Bankers in London are awaiting the fallout that Brexit may bring, but have largely already factored in the worries of a no-deal in their planning.

The banks have been moving significant numbers of jobs and offices out of London for years, although there is little evidence of the exodus that some were expecting.

“We’ve been working since the referendum in 2016 to prepare the financial system for a range of possible outcomes, but obviously focusing particularly on what we call the no-deal exit, because that has the most implications,” Bank of England governor Andrew Bailey said on Friday.

The central bank has found that most risks to the UK’s financial stability from no deal had already been mitigated, but still said there could be “some disruption to financial services”.

But a massive exodus of jobs from the start of January is not widely expected.

“The numbers that are quoted today are nothing like the sorts of numbers that were quoted immediately after the referendum,” Mr Bailey said.

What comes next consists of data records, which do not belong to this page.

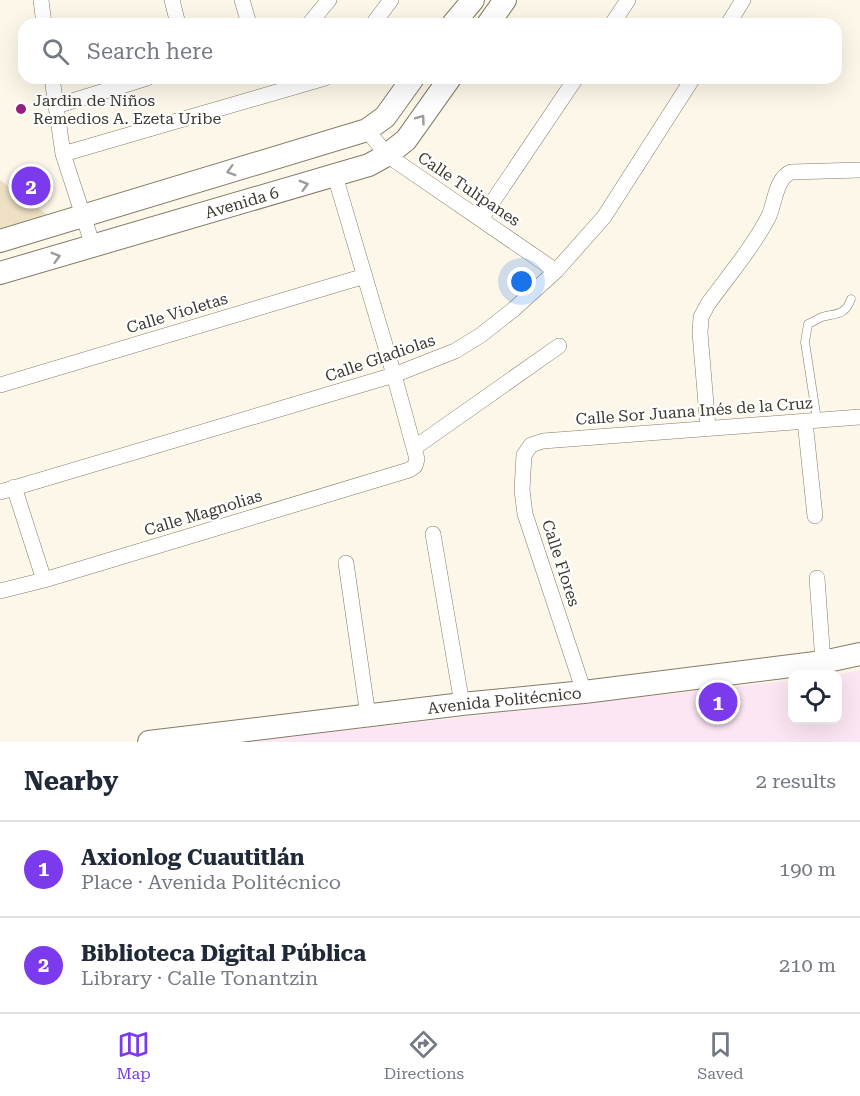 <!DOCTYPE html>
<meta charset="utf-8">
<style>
:root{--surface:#fff;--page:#f2f2f3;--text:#1f2937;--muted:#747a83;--line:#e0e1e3;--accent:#7c3aed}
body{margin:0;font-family:"Roboto Serif",serif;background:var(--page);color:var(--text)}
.controls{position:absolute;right:18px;bottom:18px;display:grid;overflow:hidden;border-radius:12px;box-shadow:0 6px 24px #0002}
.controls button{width:54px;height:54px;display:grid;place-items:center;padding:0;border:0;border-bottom:2px solid var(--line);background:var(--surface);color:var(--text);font:30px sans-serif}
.you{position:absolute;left:522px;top:282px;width:21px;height:21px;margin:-15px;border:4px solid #fff;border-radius:50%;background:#1a73e8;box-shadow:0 0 0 9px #1a73e833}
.badge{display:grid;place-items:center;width:39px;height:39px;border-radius:50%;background:var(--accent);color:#fff;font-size:20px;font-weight:700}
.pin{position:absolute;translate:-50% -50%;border:3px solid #fff;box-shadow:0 2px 6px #0006}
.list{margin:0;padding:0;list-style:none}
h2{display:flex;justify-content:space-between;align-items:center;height:78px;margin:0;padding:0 24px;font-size:26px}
h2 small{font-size:20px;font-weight:400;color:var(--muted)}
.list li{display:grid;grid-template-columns:39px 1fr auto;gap:18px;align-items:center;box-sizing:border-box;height:96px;padding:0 24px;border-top:2px solid var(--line)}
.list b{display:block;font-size:22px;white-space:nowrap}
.list p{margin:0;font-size:20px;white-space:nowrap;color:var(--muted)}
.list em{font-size:20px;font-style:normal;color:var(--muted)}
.icon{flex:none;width:33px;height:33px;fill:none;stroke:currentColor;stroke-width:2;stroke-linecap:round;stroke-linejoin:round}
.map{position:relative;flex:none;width:860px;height:742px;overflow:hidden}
.search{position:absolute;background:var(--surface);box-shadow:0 6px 24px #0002;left:18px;right:18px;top:18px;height:66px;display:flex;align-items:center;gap:15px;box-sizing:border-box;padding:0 21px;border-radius:18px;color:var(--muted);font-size:22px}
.sheet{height:270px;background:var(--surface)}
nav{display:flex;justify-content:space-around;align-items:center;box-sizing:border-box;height:84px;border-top:2px solid var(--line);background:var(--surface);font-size:16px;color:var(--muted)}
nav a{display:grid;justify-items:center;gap:3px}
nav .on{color:var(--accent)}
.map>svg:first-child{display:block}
.industrial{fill:#fde6f3}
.green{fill:#eee1c3}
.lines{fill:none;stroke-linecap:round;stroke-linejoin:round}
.lane-casing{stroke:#847b66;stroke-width:9}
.street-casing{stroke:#847b66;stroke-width:16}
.secondary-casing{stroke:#847b66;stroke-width:24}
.lane{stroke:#fff;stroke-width:8}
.street{stroke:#fff;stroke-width:15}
.secondary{stroke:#fff;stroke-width:22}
.oneway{stroke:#9e9c98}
.poi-dot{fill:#912080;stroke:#fff;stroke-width:2}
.labels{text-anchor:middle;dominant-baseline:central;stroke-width:4.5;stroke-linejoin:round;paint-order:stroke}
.poi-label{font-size:16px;fill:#3d3930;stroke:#fff;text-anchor:start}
.street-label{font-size:16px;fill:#3d3930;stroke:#fff}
</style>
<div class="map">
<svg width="860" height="742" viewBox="0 0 860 742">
<rect width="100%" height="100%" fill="#fdf7e9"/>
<!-- industrial -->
<path class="industrial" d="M860,670V742H241L792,680V720H838V675Z"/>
<!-- green -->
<path class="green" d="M0,180L48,215L0,230Z"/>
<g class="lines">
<!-- lane casing -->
<g class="lane-casing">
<path id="lane" d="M817,420L805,342L808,324C813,322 817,319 822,317C836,313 845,316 851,299"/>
</g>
<!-- street casing -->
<g class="street-casing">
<path id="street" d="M41,0L44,24
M172,0L178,24
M242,0L249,24
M309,24L329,0
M373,24L391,0
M612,24L628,0
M728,24L743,0
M52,78L63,154L93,246
M56,106L147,78
M367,130L387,155L556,271
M63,154L325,78
M481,219L576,78
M0,385L365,276
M805,421L815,516
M708,428L700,333L701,317L708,304C729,275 753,247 769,216C775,202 776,178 791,172L860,170
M414,448L559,346
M14,487L44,580
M0,492L394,375L455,351L481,335L514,309L556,271L604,217L693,78
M433,534L462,704
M346,563L368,716
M817,578L823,662
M0,591L44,580L409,470L415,466L417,459L394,375L335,176
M584,692L525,514L522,490L524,455L531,445L543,441L860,417"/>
</g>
<!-- secondary casing -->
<g class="secondary-casing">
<g id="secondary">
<path d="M453,24L473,0"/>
<path d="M488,24L505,0"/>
<path d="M0,241L367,130L385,117L413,78"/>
<path id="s1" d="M0,273L369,165L387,155L406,140L450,78"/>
<path id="s2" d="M149,742L462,704L584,692L823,662L860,654"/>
</g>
</g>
<!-- lane -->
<use href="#lane" class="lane"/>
<!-- street -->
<use href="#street" class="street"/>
<!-- secondary -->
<use href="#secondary" class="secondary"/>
</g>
<!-- one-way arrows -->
<defs><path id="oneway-chevron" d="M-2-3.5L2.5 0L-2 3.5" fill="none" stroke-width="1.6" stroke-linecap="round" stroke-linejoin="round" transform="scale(1.5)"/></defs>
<g class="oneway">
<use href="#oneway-chevron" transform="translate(421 119) rotate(-54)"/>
<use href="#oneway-chevron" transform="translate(231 171) rotate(164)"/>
<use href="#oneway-chevron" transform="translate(304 185) rotate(-16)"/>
<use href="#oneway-chevron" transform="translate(56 257) rotate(-16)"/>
</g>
<!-- markers -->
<circle class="poi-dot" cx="21" cy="109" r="6"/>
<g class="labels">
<!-- poi labels -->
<g class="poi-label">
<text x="33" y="100">Jardin de Niños<tspan x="33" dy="18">Remedios A. Ezeta Uribe</tspan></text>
</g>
<!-- street labels -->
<g class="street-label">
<text transform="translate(469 189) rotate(34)">Calle Tulipanes</text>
<text stroke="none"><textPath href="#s1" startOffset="252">Avenida 6</textPath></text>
<text transform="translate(177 313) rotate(-17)">Calle Violetas</text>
<text transform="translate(380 358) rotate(-19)">Calle Gladiolas</text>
<text transform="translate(694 411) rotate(-4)">Calle Sor Juana Inés de la Cruz</text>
<text transform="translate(203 513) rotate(-17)">Calle Magnolias</text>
<text transform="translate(561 563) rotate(72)">Calle Flores</text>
<text stroke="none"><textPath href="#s2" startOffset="358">Avenida Politécnico</textPath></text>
</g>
</g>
</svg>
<div class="controls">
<button><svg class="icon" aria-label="locate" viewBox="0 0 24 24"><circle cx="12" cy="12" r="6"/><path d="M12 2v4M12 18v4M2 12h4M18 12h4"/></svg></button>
</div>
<div class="you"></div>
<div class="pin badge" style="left:718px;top:702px">1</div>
<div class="pin badge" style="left:31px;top:186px">2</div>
<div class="search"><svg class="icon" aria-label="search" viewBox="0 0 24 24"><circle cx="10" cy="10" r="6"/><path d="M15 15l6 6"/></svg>Search here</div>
</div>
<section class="sheet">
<h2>Nearby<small>2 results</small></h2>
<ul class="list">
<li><span class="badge">1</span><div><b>Axionlog Cuautitlán</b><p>Place · Avenida Politécnico</p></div><em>190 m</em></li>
<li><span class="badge">2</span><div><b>Biblioteca Digital Pública</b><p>Library · Calle Tonantzin</p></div><em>210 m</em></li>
</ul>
</section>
<nav>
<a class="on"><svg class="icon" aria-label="map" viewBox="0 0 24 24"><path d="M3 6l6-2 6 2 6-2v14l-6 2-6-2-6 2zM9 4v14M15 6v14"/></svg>Map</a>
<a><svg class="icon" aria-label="directions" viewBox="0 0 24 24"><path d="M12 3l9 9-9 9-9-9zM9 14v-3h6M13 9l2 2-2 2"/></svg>Directions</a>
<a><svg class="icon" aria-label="saved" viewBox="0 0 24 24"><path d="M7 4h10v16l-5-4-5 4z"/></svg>Saved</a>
</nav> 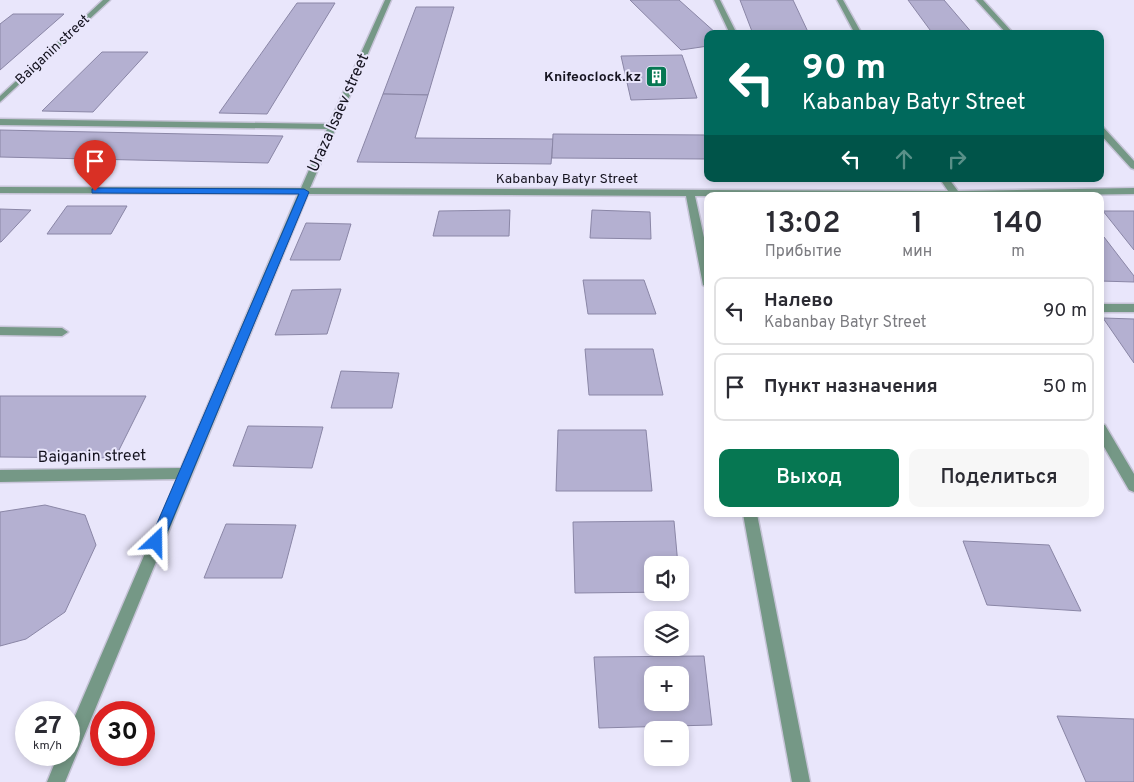 <!DOCTYPE html>
<html lang="ru">
<meta charset="utf-8">
<style>
:root{--surface:#fff;--page:#f7f7f7;--text:#2b2b33;--muted:#7c7c81;--line:#e1e1e2;--accent:#067752}
body{margin:0;font-family:Overpass,sans-serif;background:var(--page);color:var(--text);height:100vh;display:flex;flex-direction:column;font-size:19px;white-space:nowrap}
*{box-sizing:border-box;margin:0}
p{font-size:16px;color:var(--muted)}
.icon{flex:none;width:28px;height:28px;fill:none;stroke:currentColor;stroke-width:2;stroke-linecap:round;stroke-linejoin:round}
.map{position:relative;flex:1;overflow:hidden}
.drawer{position:absolute;left:704px;top:192px;width:400px;height:325px;display:flex;flex-direction:column;background:var(--surface);border-radius:10px;box-shadow:0 2px 8px #0003}
.drawer>*{flex:none}
.hud{position:absolute;left:704px;top:30px;width:400px;height:152px;border-radius:10px;box-shadow:0 2px 8px #0003;background:#00695c;color:#fff;overflow:hidden}
.tools{position:absolute;left:644px;top:556px;display:grid;gap:10px}
.tools a{display:grid;place-items:center;width:45px;height:45px;border-radius:10px;background:var(--surface);box-shadow:0 2px 8px #0003;font-size:25px}
.speed{position:absolute;left:15px;top:701px;display:flex;gap:10px;font-size:25px;font-weight:700;text-align:center}
.speed>*{display:grid;place-content:center;width:65px;height:65px;border-radius:50%;background:var(--surface);box-shadow:0 2px 8px #0003;line-height:1}
.speed small{font-size:12px;font-weight:400}
.speed .limit{border:8px solid #d22;background:#fff;color:#111}
.pin{position:absolute;display:grid;place-items:center;width:42px;height:42px;color:#fff;margin:-51px -21px;border-radius:50% 50% 50% 0;rotate:-45deg;box-shadow:0 0 5px #0007}
.pin .icon{rotate:45deg}
.me{position:absolute;width:55px;margin:-28px;rotate:23deg;stroke-linejoin:round;filter:drop-shadow(0 0 4px #0008)}
.turn{display:flex;align-items:center;gap:18px;height:105px;padding:0 15px;font-size:22px}
.turn .icon{width:65px;height:65px;stroke-width:2.5}
.turn b{display:block;font-size:35px;line-height:42px}
.lanes{display:flex;align-items:center;height:48px;padding:0 15px;background:#0003;justify-content:center;gap:25px;direction:ltr}
.lanes .off{opacity:.35}
.eta{display:flex;justify-content:space-evenly;align-items:center;height:85px;text-align:center}
.eta b{font-size:30px;font-weight:600;line-height:35px}
.primary-button{display:flex;gap:10px;margin-top:auto;padding:10px 15px}
.primary-button a{flex:1;height:58px;border-radius:10px;background:var(--accent);color:#fff;font-size:20px;font-weight:600;line-height:58px;text-align:center}
.primary-button a+a{background:var(--page);color:var(--text)}
ul{padding:0;list-style:none}
li{display:flex;align-items:center;gap:15px;height:68px;margin:0 10px 8px;padding:0 5px;border:2px solid var(--line);border-radius:10px}
li div{flex:1}
li b{display:block;font-size:19px}
li em{font-style:normal}
.map>svg:first-child{display:block}
.building{fill:#b4b0d1;stroke:#8a86a6;fill-rule:evenodd}
.lines{fill:none;stroke-linecap:round;stroke-linejoin:round}
.minor-casing{stroke:#c7c4d8;stroke-width:3}
.minor{fill:#759886;fill-rule:evenodd}
.route{fill:#1a73e8;stroke:#114b97}
.labels{text-anchor:middle;dominant-baseline:central;stroke-width:4;stroke-linejoin:round;paint-order:stroke}
.far-street-label{font-size:14px;fill:#15131f;stroke:#e9e6fb}
.far-poi-label{font-size:14px;font-weight:bold;fill:#15131f;stroke:#e9e6fb;text-anchor:end}
.street-label{font-size:16px;fill:#15131f;stroke:#e9e6fb}
</style>
<div class="map">
<svg width="1134" height="782" viewBox="0 0 1134 782">
<rect width="100%" height="100%" fill="#e9e6fb"/>
<!-- building -->
<g class="building">
<polygon points="630,0 679,0 717,34 708,34 708,46 681,50"/>
<polygon points="740,0 793,0 809,34 753,34"/>
<polygon points="908,0 944,0 973,34 933,34"/>
<polygon points="297,3 335,3 267,114 219,113"/>
<polygon points="416,7 454,7 428,95 383,94"/>
<polygon points="13,14 64,14 0,70 0,24"/>
<polygon points="102,52 148,52 93,112 42,111"/>
<polygon points="682,55 697,98 631,100 621,56"/>
<polygon points="383,94 428,95 415,138 553,139 551,164 357,162"/>
<polygon points="0,130 283,136 268,163 0,157"/>
<polygon points="553,134 708,135 708,159 552,158"/>
<polygon points="67,206 127,206 111,234 47,234"/>
<polygon points="0,209 31,210 1,242 0,242"/>
<polygon points="510,210 509,236 433,236 439,211"/>
<polygon points="592,210 650,212 651,239 590,238"/>
<polygon points="1103,211 1134,211 1134,250"/>
<polygon points="306,223 351,224 340,260 290,260"/>
<polygon points="1100,237 1104,237 1134,276 1134,282 1100,281"/>
<polygon points="583,280 644,280 656,314 588,314"/>
<polygon points="341,289 327,334 275,335 292,290"/>
<polygon points="1103,318 1134,319 1134,363"/>
<polygon points="585,349 653,349 663,395 589,395"/>
<polygon points="341,371 399,373 392,408 331,408"/>
<polygon points="0,396 146,396 115,458 0,457"/>
<polygon points="248,426 323,427 312,468 233,466"/>
<polygon points="558,430 646,430 652,491 556,491"/>
<polygon points="45,505 85,515 96,545 65,612 26,639 0,646 0,512"/>
<polygon points="674,521 678,565 652,565 652,592 671,592 575,593 573,522"/>
<polygon points="226,524 296,525 282,578 204,578"/>
<polygon points="963,541 1049,545 1081,611 987,605"/>
<path d="M704,656L712,725L599,728L594,657ZM652,675H680V702H652Z"/>
<polygon points="1057,716 1134,719 1134,782 1086,782"/>
</g>
<g class="lines">
<defs>
<g id="minor">
<polygon points="103,0 110,0 0,102 0,96"/>
<polygon points="385,0 391,0 310,188 948,191 940,179 949,179 958,191 1134,188 1134,194 991,196 695,196 708,256 708,288 703,285 686,196 308,194 65,782 47,782 58,755 69,755 69,730 177,479 0,482 0,470 181,468 298,194 0,193 0,187 301,188 327,129 0,125 0,119 329,124"/>
<polygon points="714,0 720,0 737,34 730,34"/>
<polygon points="837,0 843,0 862,34 855,34"/>
<polygon points="976,0 983,0 1014,34 1007,34"/>
<polygon points="1100,126 1103,127 1134,161 1134,169 1131,168 1100,134"/>
<rect x="1100" y="304" width="34" height="8"/>
<polygon points="0,327 62,328 68,332 62,336 0,335"/>
<polygon points="1100,424 1105,425 1134,474 1134,492 1129,490 1100,440"/>
<polygon points="743,514 757,514 810,782 792,782"/>
</g>
</defs>
<!-- minor casing -->
<use href="#minor" class="minor-casing"/>
<!-- minor -->
<use href="#minor" class="minor"/>
</g>
<!-- route -->
<polygon class="route" points="95,188 304,189 309,192 163,542 161,546 156,548 151,546 149,542 299,194 92,193 92,189"/>
<!-- icons -->
<defs>
<symbol id="building-square" viewBox="-11 -11 22 22"><rect x="-9" y="-9" width="18" height="18" rx="4" fill="#067752" stroke="#e9e6fb"/><path d="M-4-6H4V6H1V3H-1V6H-4ZM-2.5-4.3h1.7v1.8h-1.7ZM.8-4.3h1.7v1.8H.8ZM-2.5-1h1.7V.8h-1.7ZM.8-1h1.7V.8H.8Z" fill="#fff"/></symbol>
</defs>
<g fill-rule="evenodd">
<use href="#building-square" x="644" y="64" width="25" height="25"/>
</g>
<g class="labels">
<!-- far-street labels -->
<g class="far-street-label">
<text transform="translate(53 50) rotate(-43)">Baiganin street</text>
<text x="567" y="179">Kabanbay Batyr Street</text>
</g>
<!-- far-poi labels -->
<g class="far-poi-label">
<text x="641" y="77">Knifeoclock.kz</text>
</g>
<!-- street labels -->
<g class="street-label">
<text transform="translate(339 113) rotate(-66)">Uraza Isaev street</text>
<text transform="translate(92 457) rotate(-1)">Baiganin street</text>
</g>
</g>
</svg>
<div class="tools">
<a><svg class="icon" aria-label="sound" viewBox="0 0 24 24"><path d="M4 9h4l5-4v14l-5-4H4zM17 9q2 3 0 6"/></svg></a>
<a><svg class="icon" aria-label="layers" viewBox="0 0 24 24"><path d="M12 4l9 5-9 5-9-5zM3 14l9 5 9-5"/></svg></a>
<a>+</a>
<a>−</a>
</div>
<div class="speed"><div>27<small>km/h</small></div><div class="limit">30</div></div>
<div class="pin" style="left:95px;top:191px;background:#d93025"><svg class="icon" aria-label="arrive" viewBox="0 0 24 24"><path d="M6 21V4h12l-3 4 3 4H6"/></svg></div>
<svg class="me" style="left:156px;top:542px" viewBox="-20 -20 40 40"><path d="M0-17L14 15 0 8-14 15z" fill="#1a73e8" stroke="#fff" stroke-width="4"/></svg>
<div class="hud">
<div class="turn"><svg class="icon" aria-label="left" viewBox="0 0 24 24"><path d="M17 20v-9H6M10 6l-5 5 5 5"/></svg><div><b>90 m</b>Kabanbay Batyr Street</div></div>
<div class="lanes"><svg class="icon" aria-label="left" viewBox="0 0 24 24"><path d="M17 20v-9H6M10 6l-5 5 5 5"/></svg><svg class="icon off" aria-label="ahead" viewBox="0 0 24 24"><path d="M12 20V5M6 11l6-6 6 6"/></svg><svg class="icon off" aria-label="right" viewBox="0 0 24 24"><path d="M7 20v-9h11M14 6l5 5-5 5"/></svg></div>
</div>
<section class="drawer">
<div class="eta">
<div><b>13:02</b><p>Прибытие</p></div>
<div><b>1</b><p>мин</p></div>
<div><b>140</b><p>m</p></div>
</div>
<ul>
<li><svg class="icon" aria-label="left" viewBox="0 0 24 24"><path d="M17 20v-9H6M10 6l-5 5 5 5"/></svg><div><b>Налево</b><p>Kabanbay Batyr Street</p></div><em>90 m</em></li>
<li><svg class="icon" aria-label="arrive" viewBox="0 0 24 24"><path d="M6 21V4h12l-3 4 3 4H6"/></svg><div><b>Пункт назначения</b></div><em>50 m</em></li>
</ul>
<div class="primary-button"><a>Выход</a><a>Поделиться</a></div>
</section>
</div>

Many of the companies that have decided to move staff from London to Frankfurt, Paris and other European cities, have largely already done so.

Bank of America already completed the move of its international arm to Dublin two years ago. Around 125 jobs were reported by Reuters to be part of the move, though more may follow.

Barclays has estimated its Brexit bill will be about £200 million and it will move 150 to 200 jobs from the UK. UBS projected costs of about 100 million to 200 million dollars (£76 million to £152 million), the Financial Times reported in 2019.

Another American bank, JPMorgan Chase, moved around 200 billion euros (£184 billion) of assets from London to Frankfurt.

It has also told about 200 staff in London to expect their jobs to move out of the country, while BNP Paribas plans to create 400 jobs in Europe because of Brexit.

Citi said in 2017 it would move about 63 jobs out of London, Credit Suisse reportedly has plans to move 250 jobs, Deutsche Bank initially warned that about 4,000 jobs might be hit in the UK, but those predictions do not have seem to come to pass. Last year Reuters reported that the bank was planning about 250 job moves.

It has also been reported that Goldman Sachs will move around 100 jobs. HSBC has only moved a handful, Morgan Stanley was reported to be switching about 200 to Frankfurt, and NatWest Group moved about 100 from Britain to Amsterdam.

In August, Andreas Gunther, a recruiter in Germany’s financial centre Frankfurt, told careers site eFinancial: “Far fewer jobs have moved than people were hoping for.

“It seems that banks may still be waiting or that some jobs have moved to Paris and other European cities instead. In Frankfurt the job market for traders is pretty quiet right now, although we think that more jobs will move in time.”

Earlier this year German bank Landesbank Hessen-Thuringen Girozentrale said it expects Brexit to create around 8,000 jobs in Frankfurt in the long run, across all banks.